• Problem statement: Search the data for the string "object" and extract every line where it appears.

• Supplied records:
►
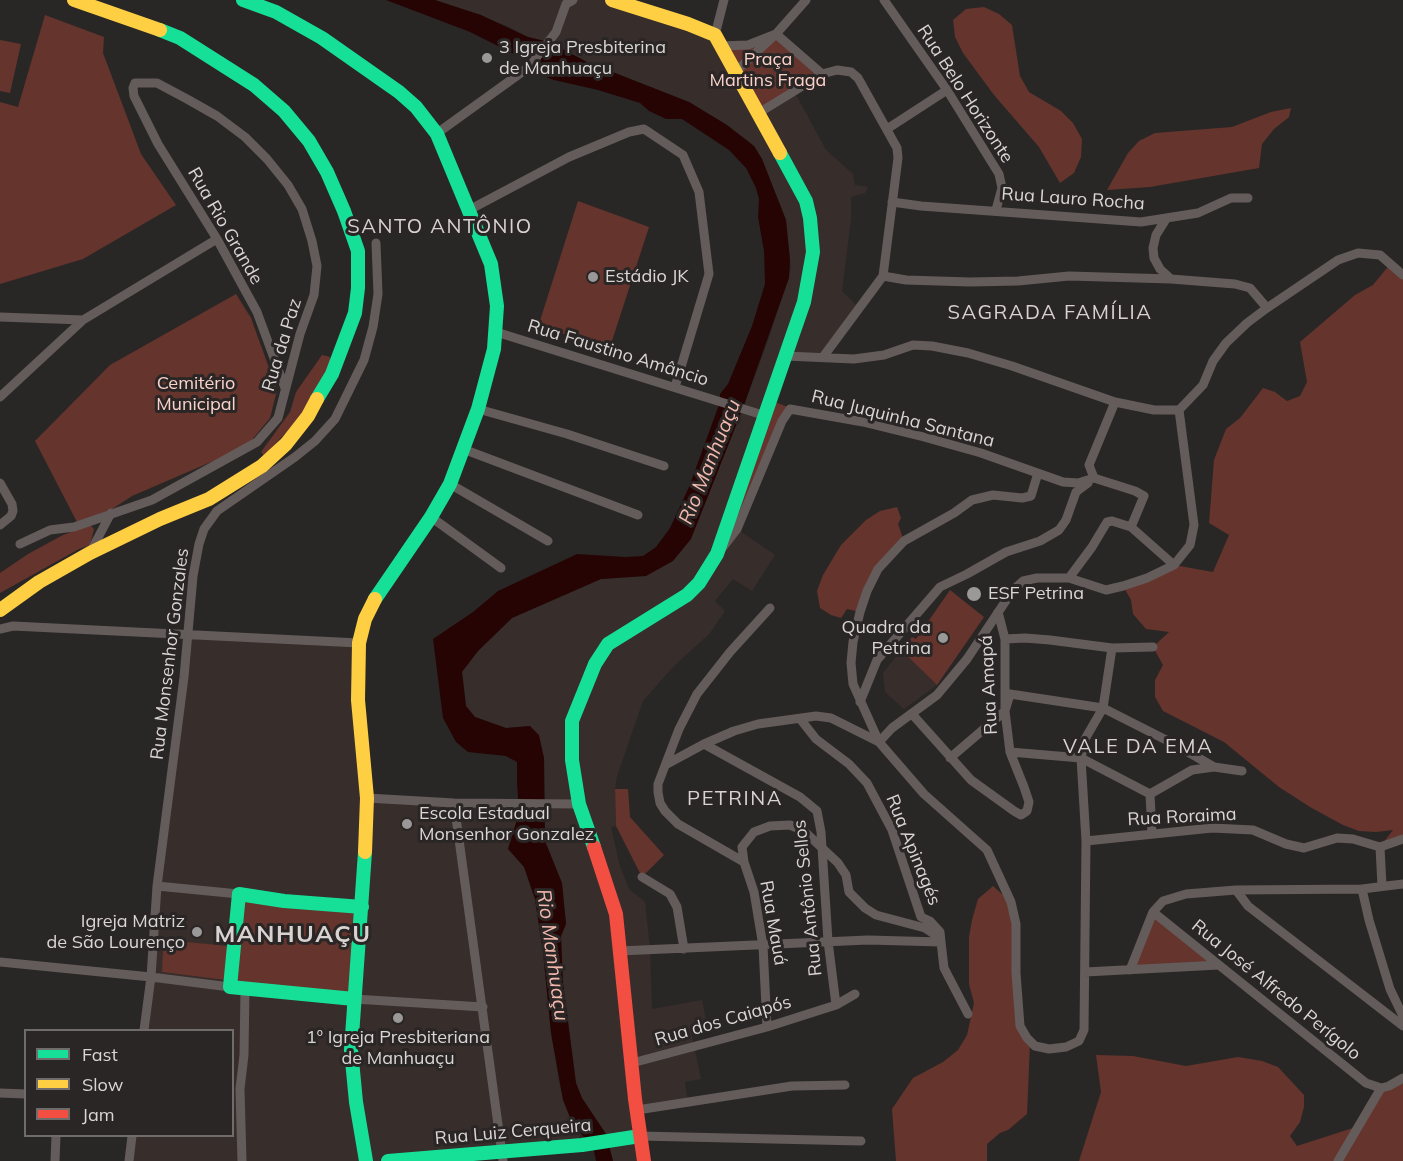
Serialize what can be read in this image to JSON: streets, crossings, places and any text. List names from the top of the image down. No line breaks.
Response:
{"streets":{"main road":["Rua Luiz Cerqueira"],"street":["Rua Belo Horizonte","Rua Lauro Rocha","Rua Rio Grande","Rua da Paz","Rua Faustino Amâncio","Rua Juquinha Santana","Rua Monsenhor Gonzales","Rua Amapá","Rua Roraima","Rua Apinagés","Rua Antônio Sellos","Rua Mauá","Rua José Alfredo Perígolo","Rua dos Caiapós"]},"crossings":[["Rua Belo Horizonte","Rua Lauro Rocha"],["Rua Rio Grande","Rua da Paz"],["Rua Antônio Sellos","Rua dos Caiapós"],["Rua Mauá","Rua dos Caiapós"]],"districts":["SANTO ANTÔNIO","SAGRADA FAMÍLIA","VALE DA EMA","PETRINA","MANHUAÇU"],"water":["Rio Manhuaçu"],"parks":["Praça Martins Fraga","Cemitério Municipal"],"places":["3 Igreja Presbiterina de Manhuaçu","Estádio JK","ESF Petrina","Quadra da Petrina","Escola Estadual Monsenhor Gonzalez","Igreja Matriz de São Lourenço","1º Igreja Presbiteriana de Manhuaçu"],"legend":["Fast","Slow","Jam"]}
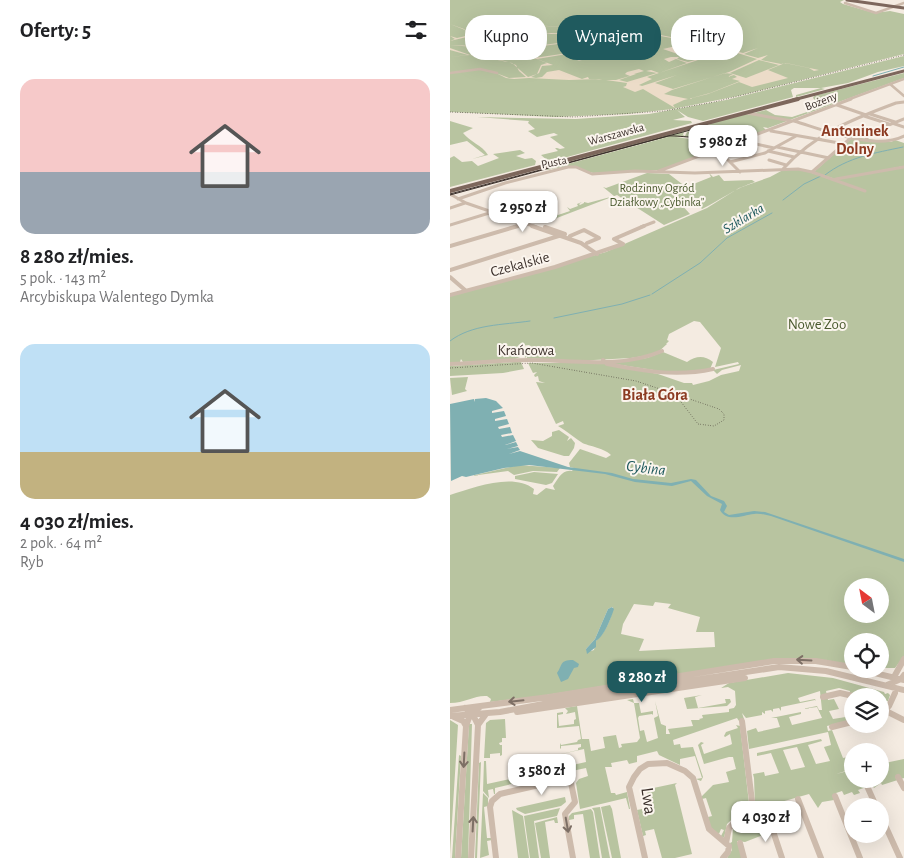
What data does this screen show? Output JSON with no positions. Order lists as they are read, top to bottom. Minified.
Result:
◄
►
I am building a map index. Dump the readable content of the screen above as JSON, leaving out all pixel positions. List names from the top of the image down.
◄
►
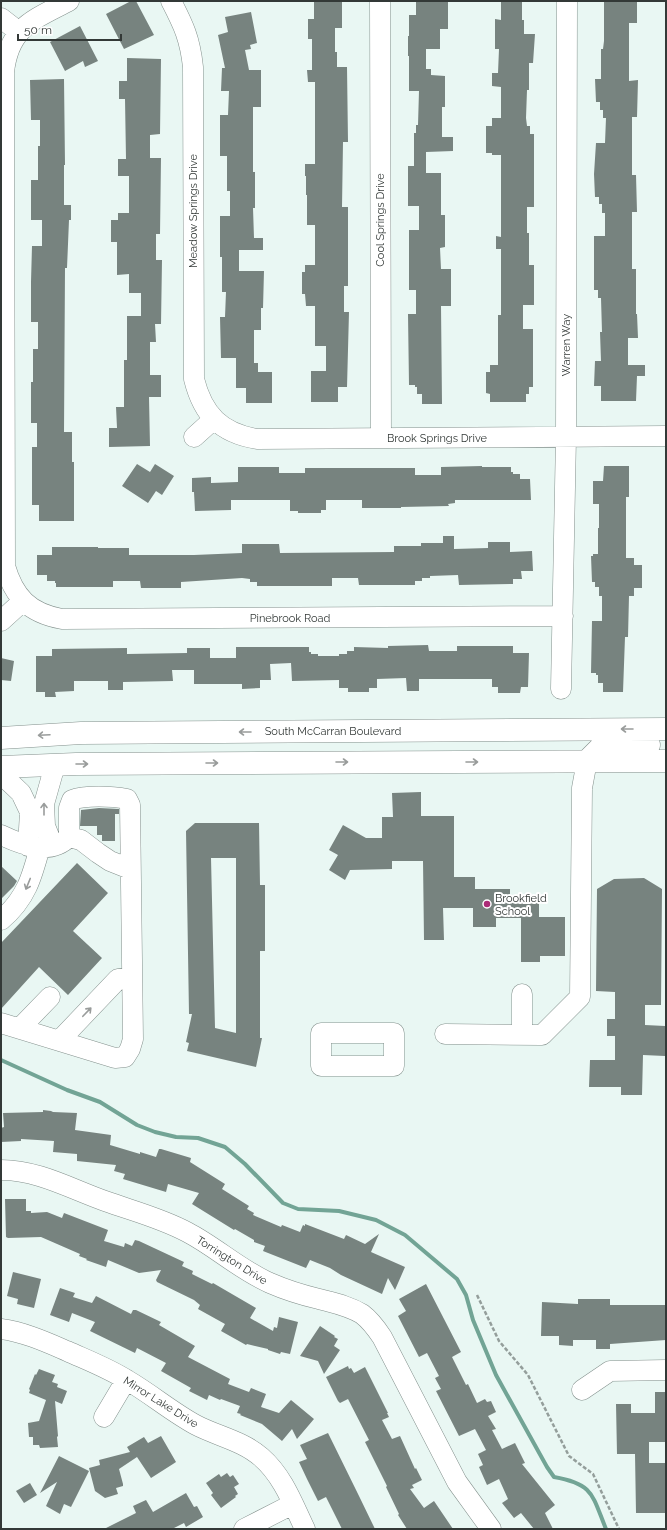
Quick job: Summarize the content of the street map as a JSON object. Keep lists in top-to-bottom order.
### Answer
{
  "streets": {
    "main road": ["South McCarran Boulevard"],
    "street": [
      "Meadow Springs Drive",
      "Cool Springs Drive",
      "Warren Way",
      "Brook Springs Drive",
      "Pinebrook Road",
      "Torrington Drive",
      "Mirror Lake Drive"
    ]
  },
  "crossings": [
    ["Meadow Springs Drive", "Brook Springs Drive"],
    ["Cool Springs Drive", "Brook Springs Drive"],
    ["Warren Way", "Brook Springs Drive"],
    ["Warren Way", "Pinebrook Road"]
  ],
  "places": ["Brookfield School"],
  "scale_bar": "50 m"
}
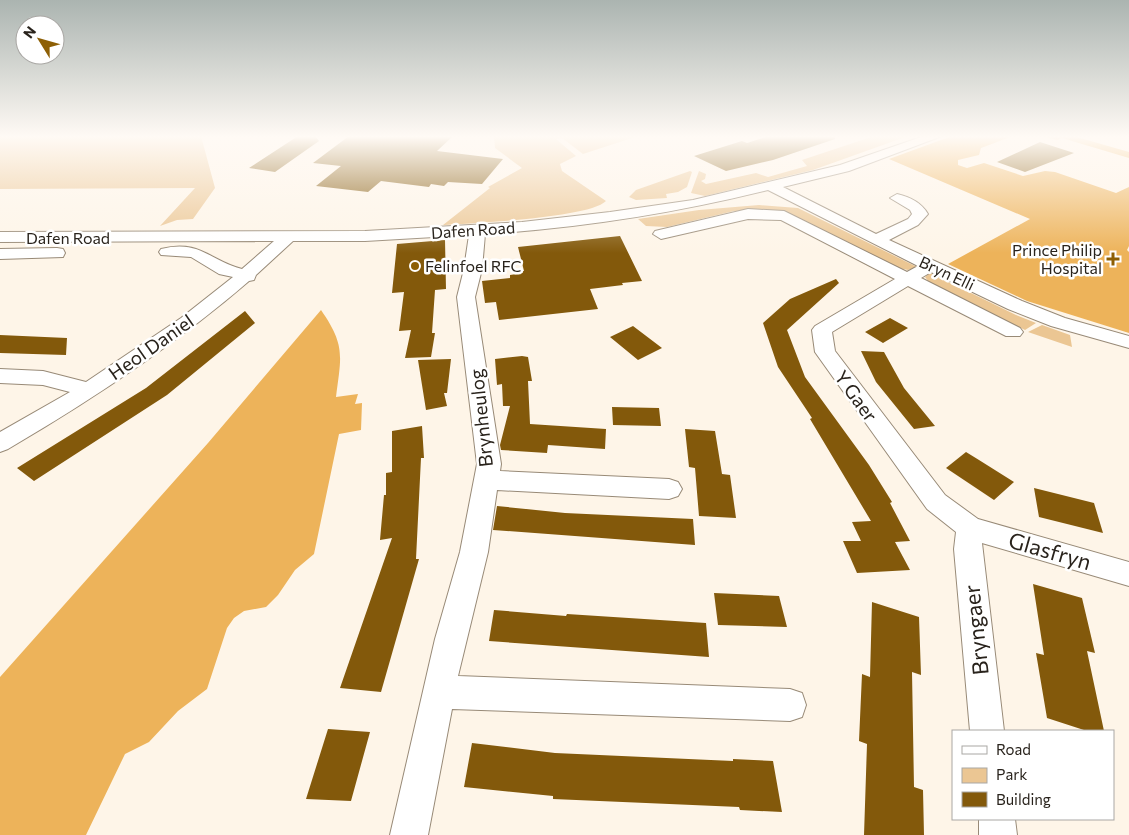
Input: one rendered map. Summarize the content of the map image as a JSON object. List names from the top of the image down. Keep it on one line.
◄
• Response area:
Quick job: Summarize the content of the street map as a JSON object. Keep lists in top-to-bottom order.
Input: one rendered map. Summarize the content of the map image as a JSON object. List names from the top of the image down. Keep it on one line.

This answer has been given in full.